Google wandelt sich immer mehr zu einem Werbeunternehmen. Mit seinem Auktionssystem dringt der Konzern auch in das Geschäft im Fernsehen, Radio und in Zeitungen vor. Die seit Jahren festgefügte Macht der Medienkonzerne wackelt. von Arndt Ohler, Helene Laube (Hamburg) und Lutz Meier (Cannes)
Eric Schmidt weiß, was von ihm verlangt wird: beschwichtigen, erklären, das Unheimliche begreifbar machen. "Google ist ein neues Phänomen. Es wird aber nicht Radio und Fernsehen ersetzen", sagt der Chef des Internetunternehmens und blickt in die Runde. Radiomanager haben sich im Hilton Hotel in Las Vegas zu ihrer jährlichen Tagung versammelt. Schmidt versucht sie zu beruhigen: "Google betreibt ein Werbegeschäft, das den Erfolg von Radio und Fernsehen weltweit beschleunigen kann." Doch kaum einer der Anwesenden im Saal mag der Entwarnung so recht trauen.
Onlinewerbung: Ausgaben in den USA
Der einstige Web-Liebling, der beteuert, ausschließlich Gutes tun zu wollen, erscheint vielen Medien- und Internetkonzernen mittlerweile als bedrohliche Macht - spätestens seit der Ankündigung des Doubleclick-Deals vergangene Woche. 3,1 Mrd. $ lässt sich Google das Web-Werbeunternehmen kosten. Die Konkurrenten Time Warner, Microsoft und Yahoo wollten sich ebenfalls Doubleclick einverleiben - und verloren das Bieterrennen. Was den Konzernen jetzt Angst macht: Google wächst nicht nur rasant, sondern wandelt sich immer mehr von einem Internetsuchkonzern zu einem Werbeunternehmen.

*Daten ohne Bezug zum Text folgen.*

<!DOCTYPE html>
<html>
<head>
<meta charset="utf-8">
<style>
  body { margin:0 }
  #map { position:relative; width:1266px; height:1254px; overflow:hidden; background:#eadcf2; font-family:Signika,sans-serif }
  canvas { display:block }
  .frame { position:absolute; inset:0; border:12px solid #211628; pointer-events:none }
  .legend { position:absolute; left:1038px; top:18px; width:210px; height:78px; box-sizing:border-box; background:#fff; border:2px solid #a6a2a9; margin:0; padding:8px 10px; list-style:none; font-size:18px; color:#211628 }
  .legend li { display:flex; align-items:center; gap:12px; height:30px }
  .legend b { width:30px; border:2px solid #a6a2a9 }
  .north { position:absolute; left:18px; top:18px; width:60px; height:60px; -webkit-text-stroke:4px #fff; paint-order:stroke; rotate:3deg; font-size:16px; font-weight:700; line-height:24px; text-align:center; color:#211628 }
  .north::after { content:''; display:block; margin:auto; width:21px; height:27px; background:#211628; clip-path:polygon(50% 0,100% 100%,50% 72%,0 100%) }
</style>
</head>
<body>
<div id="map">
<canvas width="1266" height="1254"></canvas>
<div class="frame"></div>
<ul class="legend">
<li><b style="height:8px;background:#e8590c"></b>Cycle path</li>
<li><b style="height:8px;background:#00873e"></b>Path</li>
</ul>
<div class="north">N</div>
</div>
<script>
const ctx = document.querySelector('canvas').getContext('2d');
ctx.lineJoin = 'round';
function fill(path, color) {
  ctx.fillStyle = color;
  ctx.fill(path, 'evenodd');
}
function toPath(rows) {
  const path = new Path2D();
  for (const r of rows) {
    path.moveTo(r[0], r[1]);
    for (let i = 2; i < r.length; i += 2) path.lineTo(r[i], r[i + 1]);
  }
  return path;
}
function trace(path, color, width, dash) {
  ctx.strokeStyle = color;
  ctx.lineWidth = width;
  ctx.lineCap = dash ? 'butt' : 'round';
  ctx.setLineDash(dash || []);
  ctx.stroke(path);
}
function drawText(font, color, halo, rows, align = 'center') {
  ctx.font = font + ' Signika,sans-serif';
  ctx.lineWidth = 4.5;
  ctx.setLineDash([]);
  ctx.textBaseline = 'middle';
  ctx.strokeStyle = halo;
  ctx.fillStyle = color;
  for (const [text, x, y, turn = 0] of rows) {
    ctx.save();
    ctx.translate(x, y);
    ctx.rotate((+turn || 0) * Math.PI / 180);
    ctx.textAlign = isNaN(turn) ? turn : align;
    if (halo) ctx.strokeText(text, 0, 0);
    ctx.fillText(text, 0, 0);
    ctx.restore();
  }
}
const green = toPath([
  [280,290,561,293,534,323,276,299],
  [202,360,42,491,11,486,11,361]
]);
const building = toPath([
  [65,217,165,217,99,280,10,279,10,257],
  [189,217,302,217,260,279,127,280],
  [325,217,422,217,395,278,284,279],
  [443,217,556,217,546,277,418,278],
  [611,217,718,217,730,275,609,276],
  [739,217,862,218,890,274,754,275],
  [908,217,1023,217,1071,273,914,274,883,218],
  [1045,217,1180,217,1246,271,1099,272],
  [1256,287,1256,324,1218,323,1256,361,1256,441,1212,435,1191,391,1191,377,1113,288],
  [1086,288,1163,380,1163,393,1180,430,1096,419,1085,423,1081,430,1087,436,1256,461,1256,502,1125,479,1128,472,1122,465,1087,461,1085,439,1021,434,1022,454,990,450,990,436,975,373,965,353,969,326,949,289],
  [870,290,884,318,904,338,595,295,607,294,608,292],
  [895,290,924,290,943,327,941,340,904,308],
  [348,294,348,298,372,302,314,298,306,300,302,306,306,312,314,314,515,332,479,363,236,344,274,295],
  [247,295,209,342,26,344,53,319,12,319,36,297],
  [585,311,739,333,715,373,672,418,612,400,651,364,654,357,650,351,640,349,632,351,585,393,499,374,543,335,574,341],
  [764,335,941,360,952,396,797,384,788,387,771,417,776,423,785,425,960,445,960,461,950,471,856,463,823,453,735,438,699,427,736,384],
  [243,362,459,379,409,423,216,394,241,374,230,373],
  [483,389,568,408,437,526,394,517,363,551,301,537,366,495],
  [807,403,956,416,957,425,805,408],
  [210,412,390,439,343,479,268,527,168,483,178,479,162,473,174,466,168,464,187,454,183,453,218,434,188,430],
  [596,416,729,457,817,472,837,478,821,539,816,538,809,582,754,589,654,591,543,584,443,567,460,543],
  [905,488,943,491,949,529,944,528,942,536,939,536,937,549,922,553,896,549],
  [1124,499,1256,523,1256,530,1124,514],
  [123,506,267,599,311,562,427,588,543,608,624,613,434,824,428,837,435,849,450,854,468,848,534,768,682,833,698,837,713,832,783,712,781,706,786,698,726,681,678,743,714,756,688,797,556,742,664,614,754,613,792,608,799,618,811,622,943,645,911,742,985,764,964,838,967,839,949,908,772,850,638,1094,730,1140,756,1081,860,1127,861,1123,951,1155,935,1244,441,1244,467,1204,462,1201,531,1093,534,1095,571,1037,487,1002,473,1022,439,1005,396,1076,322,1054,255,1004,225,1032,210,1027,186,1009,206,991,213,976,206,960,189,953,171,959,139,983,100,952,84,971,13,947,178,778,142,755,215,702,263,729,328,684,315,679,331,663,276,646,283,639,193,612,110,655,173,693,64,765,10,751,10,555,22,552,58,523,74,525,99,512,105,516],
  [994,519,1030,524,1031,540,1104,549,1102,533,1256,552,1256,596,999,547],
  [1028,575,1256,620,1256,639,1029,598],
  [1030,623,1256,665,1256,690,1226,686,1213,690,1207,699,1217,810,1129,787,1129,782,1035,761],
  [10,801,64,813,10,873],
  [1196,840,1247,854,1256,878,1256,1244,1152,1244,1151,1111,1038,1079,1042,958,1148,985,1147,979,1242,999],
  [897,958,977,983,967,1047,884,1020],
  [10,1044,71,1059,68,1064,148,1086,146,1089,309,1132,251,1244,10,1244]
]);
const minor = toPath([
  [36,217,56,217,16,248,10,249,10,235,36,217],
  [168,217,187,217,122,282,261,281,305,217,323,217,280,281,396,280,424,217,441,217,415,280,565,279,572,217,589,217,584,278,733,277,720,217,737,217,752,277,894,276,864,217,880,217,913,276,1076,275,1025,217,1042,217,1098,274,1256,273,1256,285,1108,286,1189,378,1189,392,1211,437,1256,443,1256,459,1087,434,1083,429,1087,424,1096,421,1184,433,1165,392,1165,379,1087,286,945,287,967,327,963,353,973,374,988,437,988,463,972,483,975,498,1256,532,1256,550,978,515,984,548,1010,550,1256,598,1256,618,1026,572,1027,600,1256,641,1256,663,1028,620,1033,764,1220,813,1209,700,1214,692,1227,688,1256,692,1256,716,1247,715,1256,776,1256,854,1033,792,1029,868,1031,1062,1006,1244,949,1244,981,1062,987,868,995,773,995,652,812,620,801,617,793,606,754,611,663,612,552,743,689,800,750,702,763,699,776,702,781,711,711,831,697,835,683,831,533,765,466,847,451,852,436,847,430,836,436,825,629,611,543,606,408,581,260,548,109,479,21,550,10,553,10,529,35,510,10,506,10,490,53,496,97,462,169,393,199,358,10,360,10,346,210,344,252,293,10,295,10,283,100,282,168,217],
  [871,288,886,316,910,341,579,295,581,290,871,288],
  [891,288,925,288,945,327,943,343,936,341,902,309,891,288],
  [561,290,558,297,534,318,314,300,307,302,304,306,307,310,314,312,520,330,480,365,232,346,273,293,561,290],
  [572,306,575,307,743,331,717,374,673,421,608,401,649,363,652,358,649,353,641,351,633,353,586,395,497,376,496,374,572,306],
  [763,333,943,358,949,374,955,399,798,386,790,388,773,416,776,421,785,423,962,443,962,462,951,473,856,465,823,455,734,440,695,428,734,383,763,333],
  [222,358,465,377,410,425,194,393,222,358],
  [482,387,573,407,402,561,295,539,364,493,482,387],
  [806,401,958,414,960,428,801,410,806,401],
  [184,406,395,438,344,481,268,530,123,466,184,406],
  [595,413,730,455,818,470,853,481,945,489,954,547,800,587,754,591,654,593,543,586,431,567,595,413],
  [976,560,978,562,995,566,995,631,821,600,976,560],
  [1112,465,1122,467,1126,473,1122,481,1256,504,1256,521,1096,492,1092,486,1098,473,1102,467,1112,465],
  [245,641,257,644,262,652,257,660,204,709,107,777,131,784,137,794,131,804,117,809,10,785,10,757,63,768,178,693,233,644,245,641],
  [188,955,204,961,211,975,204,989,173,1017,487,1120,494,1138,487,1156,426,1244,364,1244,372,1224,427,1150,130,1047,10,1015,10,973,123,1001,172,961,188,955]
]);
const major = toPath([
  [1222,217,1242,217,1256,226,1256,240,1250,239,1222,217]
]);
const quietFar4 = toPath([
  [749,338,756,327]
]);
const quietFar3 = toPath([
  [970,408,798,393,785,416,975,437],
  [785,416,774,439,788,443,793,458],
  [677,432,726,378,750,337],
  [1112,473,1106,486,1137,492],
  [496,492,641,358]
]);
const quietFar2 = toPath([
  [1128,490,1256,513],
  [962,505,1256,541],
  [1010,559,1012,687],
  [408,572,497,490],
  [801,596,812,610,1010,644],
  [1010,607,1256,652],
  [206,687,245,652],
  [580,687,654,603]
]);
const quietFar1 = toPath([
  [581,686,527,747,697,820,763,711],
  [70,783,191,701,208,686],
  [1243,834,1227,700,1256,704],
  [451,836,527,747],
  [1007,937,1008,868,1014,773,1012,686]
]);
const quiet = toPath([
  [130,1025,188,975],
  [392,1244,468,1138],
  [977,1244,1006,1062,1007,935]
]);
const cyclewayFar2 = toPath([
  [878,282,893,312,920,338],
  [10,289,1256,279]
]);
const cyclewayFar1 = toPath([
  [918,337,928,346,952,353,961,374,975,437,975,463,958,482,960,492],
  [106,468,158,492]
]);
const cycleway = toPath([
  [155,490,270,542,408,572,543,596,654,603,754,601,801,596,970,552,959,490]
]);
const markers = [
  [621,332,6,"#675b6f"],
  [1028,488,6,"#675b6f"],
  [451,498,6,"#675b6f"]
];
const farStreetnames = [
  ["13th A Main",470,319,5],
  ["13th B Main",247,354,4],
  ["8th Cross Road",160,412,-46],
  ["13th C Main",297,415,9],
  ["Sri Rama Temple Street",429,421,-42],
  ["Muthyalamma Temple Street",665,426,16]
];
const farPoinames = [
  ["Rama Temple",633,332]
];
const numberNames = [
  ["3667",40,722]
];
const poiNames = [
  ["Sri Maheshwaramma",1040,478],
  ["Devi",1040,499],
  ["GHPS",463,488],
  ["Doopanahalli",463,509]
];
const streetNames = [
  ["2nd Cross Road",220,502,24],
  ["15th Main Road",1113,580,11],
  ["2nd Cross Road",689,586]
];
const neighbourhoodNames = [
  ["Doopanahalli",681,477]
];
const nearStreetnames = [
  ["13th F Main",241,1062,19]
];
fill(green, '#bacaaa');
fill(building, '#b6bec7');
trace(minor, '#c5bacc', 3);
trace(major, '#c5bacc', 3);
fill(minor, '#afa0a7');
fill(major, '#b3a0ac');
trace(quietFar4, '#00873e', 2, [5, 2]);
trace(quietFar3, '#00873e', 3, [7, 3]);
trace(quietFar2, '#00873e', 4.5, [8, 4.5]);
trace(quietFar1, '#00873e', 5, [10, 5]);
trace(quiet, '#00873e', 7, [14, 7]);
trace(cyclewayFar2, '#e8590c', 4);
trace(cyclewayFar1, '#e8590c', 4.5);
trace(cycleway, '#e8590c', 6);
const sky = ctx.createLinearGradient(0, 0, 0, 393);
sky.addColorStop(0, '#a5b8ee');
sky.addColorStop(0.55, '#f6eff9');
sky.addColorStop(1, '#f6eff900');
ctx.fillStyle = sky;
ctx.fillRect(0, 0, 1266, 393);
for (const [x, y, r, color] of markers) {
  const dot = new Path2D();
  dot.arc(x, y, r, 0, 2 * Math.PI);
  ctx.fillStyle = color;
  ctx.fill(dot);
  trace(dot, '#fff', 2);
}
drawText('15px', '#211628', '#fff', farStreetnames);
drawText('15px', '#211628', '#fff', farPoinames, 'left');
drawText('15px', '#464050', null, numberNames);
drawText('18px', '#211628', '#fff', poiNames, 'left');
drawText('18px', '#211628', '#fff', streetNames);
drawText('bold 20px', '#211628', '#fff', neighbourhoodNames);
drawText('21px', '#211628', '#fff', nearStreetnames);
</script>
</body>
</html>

Der Gigant, dessen Marktkapitalisierung von rund 149 Mrd. $ fast so groß ist wie der Börsenwert der weltgrößten Medienkonzerne Time Warner und News Corp. zusammen, dringt mit Macht in deren Kernmärkte vor. In den USA versteigern die Kalifornier mittlerweile Werbung in allen Medien: Die Palette reicht von Zeitungen wie der "New York Times" über populäre Magazine bis hin zu Radiostationen und Kabel-TV-Sendern. Mit der Versteigerung von Werbeanzeigen und -spots schickt sich der Konzern an, das traditionelle Geschäftsmodell der Branche auf den Kopf zu stellen.
Macht der Medienkonzerne steht auf dem Spiel
Die seit Jahrzehnten festgefügte Macht der Medienkonzerne steht auf dem Spiel. Bislang bestimmen sie selbst, zu welchen Preisen in welchen Sendern oder auf welchen Zeitungsseiten geworben wurde. Mediaagenturen verteilen die Werbemillionen der Unternehmen gegen Gebühr auf die verschiedenen Medien. Googles automatisiertes Auktionssystem könnte diese Aufteilung obsolet machen.
Einige Medienmanager fühlen sich noch auf der sicheren Seite. "Wir sehen Google nicht als Konkurrenten", sagt Guillaume de Posch, Vorstandschef des TV-Konzerns Pro Sieben Sat 1. "Für mich ist Google das Microsoft des 21. Jahrhunderts. Das Unternehmen ist dabei, die Dominanz bei der Onlinesuche zu erobern. Aber am Ende wird der Wettbewerb so stark sein, dass wir uns keine übertriebenen Sorgen machen müssen."